Campaign booths flanked the entrance to the county fair last summer.

As Leslie, Bryan and their daughter entered, Leslie handed Graciela, 6, a red balloon. On it was the word “Bush.”

“My daughter’s not carrying a Bush sign!” Bryan, a Democrat, protested.



“Bryan,” Leslie, a Republican and my childhood friend, remonstrated, “it’s a balloon, just a silly balloon. Every kid loves balloons.”

Bryan was silent. A few minutes later Graciela shivered, and he helped her with her jacket, holding the balloon string for her.



Seconds later a red balloon rose swiftly into the sky. Leslie looked up, and at Bryan. He smiled.

In the course of the extremely divided recent election, with emotion sky-high (one acquaintance in Denver punched a wall so hard she broke her wrist, and is now sporting a cast), some of the deepest chasms exist in the confines of single houses.

Ten years ago, when my mother, a widow, remarried, I said, “Mom has married for love twice.” More recently, I added, “Mom has married Republicans twice.” A Democrat, she was an activist in youth, an officer in the student legislature, and profiled in McCalls magazine for being the first peacetime woman president of the senior class at the University of Michigan. A fictional quote in that article infuriated her: it claimed that, when asked which political party she planned to join, she’d said, “They both look good to me.”

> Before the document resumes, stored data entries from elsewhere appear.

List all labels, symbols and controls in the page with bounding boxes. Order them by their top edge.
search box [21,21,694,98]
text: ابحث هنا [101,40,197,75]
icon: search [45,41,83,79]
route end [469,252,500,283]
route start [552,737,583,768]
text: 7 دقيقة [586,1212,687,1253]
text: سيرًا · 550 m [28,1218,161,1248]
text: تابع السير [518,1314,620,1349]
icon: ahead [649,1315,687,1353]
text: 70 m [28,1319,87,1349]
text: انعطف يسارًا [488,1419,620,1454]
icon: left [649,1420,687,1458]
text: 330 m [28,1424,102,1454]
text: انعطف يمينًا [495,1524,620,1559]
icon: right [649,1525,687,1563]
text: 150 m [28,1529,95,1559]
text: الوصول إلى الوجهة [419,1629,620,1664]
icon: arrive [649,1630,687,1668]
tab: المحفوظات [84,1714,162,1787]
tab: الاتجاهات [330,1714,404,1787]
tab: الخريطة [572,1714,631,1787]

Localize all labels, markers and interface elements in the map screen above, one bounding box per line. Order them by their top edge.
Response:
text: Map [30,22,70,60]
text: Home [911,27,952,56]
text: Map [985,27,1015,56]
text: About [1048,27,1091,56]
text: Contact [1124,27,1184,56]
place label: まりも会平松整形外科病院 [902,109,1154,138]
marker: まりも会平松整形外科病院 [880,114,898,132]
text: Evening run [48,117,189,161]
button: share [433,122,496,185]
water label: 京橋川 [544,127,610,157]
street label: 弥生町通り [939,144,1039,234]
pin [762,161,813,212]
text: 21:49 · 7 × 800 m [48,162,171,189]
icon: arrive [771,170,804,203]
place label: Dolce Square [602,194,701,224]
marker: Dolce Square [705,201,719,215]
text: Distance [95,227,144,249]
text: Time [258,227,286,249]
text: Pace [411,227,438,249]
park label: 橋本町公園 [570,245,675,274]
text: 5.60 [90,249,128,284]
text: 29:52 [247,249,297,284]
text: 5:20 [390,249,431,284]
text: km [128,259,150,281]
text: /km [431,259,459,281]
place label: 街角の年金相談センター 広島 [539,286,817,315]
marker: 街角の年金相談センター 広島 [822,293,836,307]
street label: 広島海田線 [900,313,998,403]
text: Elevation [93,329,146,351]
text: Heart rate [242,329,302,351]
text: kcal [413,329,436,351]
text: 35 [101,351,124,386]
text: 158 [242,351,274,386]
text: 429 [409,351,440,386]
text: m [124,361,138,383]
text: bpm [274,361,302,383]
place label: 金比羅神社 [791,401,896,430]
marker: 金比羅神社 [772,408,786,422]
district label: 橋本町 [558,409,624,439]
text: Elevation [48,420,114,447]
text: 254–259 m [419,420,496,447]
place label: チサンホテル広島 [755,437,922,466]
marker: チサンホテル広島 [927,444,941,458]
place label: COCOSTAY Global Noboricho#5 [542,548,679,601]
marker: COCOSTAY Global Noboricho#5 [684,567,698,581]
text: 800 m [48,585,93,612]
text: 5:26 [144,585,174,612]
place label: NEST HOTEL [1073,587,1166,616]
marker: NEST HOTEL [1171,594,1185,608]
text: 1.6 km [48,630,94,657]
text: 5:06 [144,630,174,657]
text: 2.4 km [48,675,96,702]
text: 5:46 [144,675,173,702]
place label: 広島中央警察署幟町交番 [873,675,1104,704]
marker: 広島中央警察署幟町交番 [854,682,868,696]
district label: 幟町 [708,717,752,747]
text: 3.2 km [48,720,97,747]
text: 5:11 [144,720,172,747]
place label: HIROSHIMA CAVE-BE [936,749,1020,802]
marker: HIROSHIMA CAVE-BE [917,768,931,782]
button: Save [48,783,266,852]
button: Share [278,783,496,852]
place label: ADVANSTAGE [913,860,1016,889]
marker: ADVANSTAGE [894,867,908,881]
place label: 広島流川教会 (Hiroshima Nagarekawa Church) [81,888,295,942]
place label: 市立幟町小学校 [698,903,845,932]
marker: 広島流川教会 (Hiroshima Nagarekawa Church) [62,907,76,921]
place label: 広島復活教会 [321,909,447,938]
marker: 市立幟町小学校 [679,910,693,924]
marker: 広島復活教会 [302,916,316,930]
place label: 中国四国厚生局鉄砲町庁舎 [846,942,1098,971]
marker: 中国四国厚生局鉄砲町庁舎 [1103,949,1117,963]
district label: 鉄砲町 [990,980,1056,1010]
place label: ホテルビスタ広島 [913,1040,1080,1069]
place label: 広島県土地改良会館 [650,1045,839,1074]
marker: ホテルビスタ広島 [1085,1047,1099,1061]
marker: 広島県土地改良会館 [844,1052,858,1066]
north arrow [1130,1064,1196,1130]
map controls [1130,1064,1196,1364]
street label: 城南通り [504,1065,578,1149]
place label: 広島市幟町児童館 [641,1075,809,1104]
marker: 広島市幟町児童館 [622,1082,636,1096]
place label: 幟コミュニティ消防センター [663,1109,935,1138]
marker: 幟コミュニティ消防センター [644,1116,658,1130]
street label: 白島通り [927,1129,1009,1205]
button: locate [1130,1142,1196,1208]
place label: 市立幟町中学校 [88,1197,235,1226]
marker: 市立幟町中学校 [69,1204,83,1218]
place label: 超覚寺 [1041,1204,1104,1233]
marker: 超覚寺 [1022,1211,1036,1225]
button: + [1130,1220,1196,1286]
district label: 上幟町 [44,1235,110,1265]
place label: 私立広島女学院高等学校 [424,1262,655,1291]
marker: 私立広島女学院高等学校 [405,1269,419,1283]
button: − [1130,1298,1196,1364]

She and my father never missed an election, and always canceled each other out.

Before the 1980 election, one of her students in high school English said, “Well, we know who Mrs. Osius is voting for.”

“You don’t know that!” she exclaimed. “Who am I voting for?”

“Reagan,” he said.

“What?!”

“It’s on your bumper sticker.” My father had sneaked the sticker on her car weeks before.

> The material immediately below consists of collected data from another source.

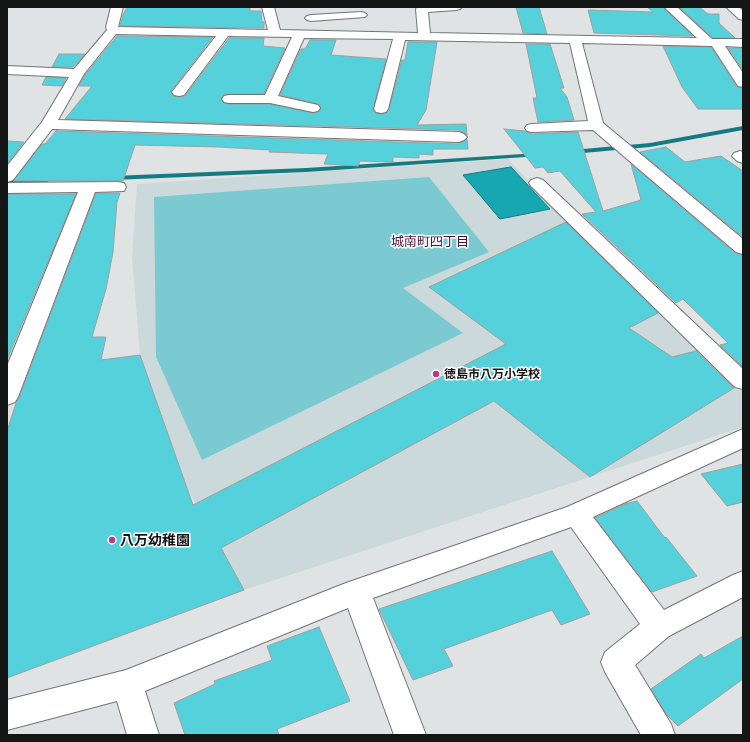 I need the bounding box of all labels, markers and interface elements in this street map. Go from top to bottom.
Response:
district label: 城南町四丁目 [391,234,469,250]
place label: 徳島市八万小学校 [444,367,540,381]
marker: 徳島市八万小学校 [431,369,441,379]
place label: 八万幼稚園 [120,532,190,548]
marker: 八万幼稚園 [107,535,117,545] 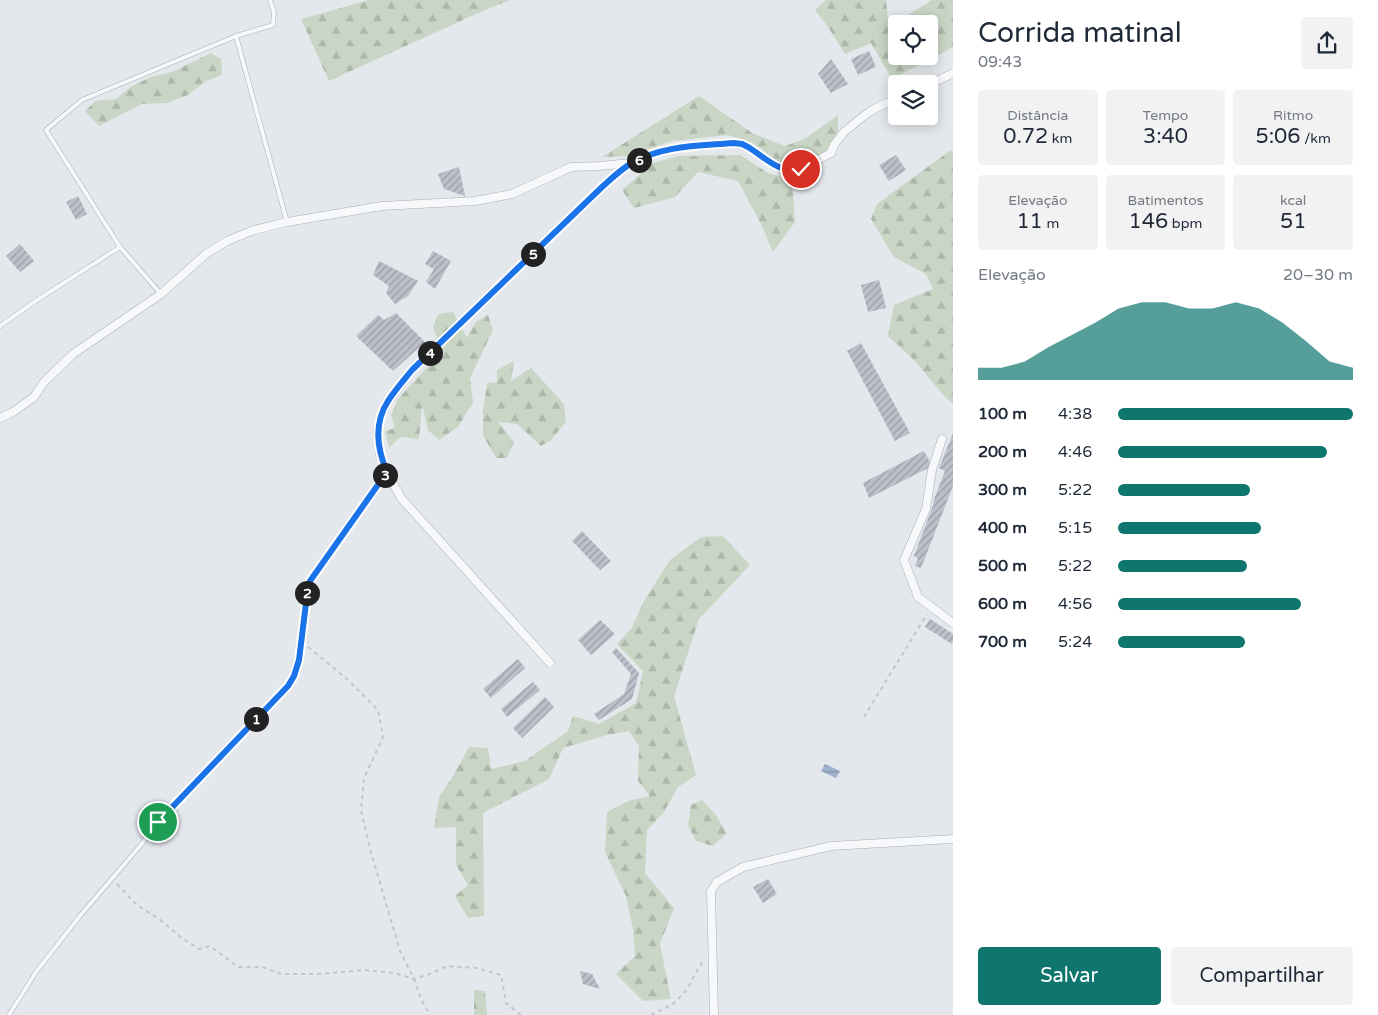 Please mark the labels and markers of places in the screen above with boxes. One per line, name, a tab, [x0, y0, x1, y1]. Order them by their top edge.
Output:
pin: 6	[626, 148, 652, 172]
pin	[780, 148, 822, 190]
pin: 5	[520, 242, 546, 266]
pin: 4	[418, 340, 442, 366]
pin: 3	[372, 462, 398, 488]
pin: 2	[294, 580, 320, 606]
pin: 1	[244, 706, 268, 732]
pin	[137, 801, 179, 843]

In recent years, she and my stepfather canceled each other out. They always, however, companionably voted together.

This year, however, is different. Let us take an example: Two days after the election, my mother sought the haircut she’d put off while busy handing out pamphlets, manning phones, and policing the polls.

A salon she’d patronized for 17 years squeezed her in. As the normally conciliatory co-owner washed her hair, my preoccupied mother asked with a sigh, “What do you think of the election?”

“I think it’s good,” said Isabelle. “Kerry lied about his war record and he shot himself in the leg to get that medal.”

Mom leapt up. She said, “I’m sorry, but I have to leave,” and, water streaming down her back, walked out.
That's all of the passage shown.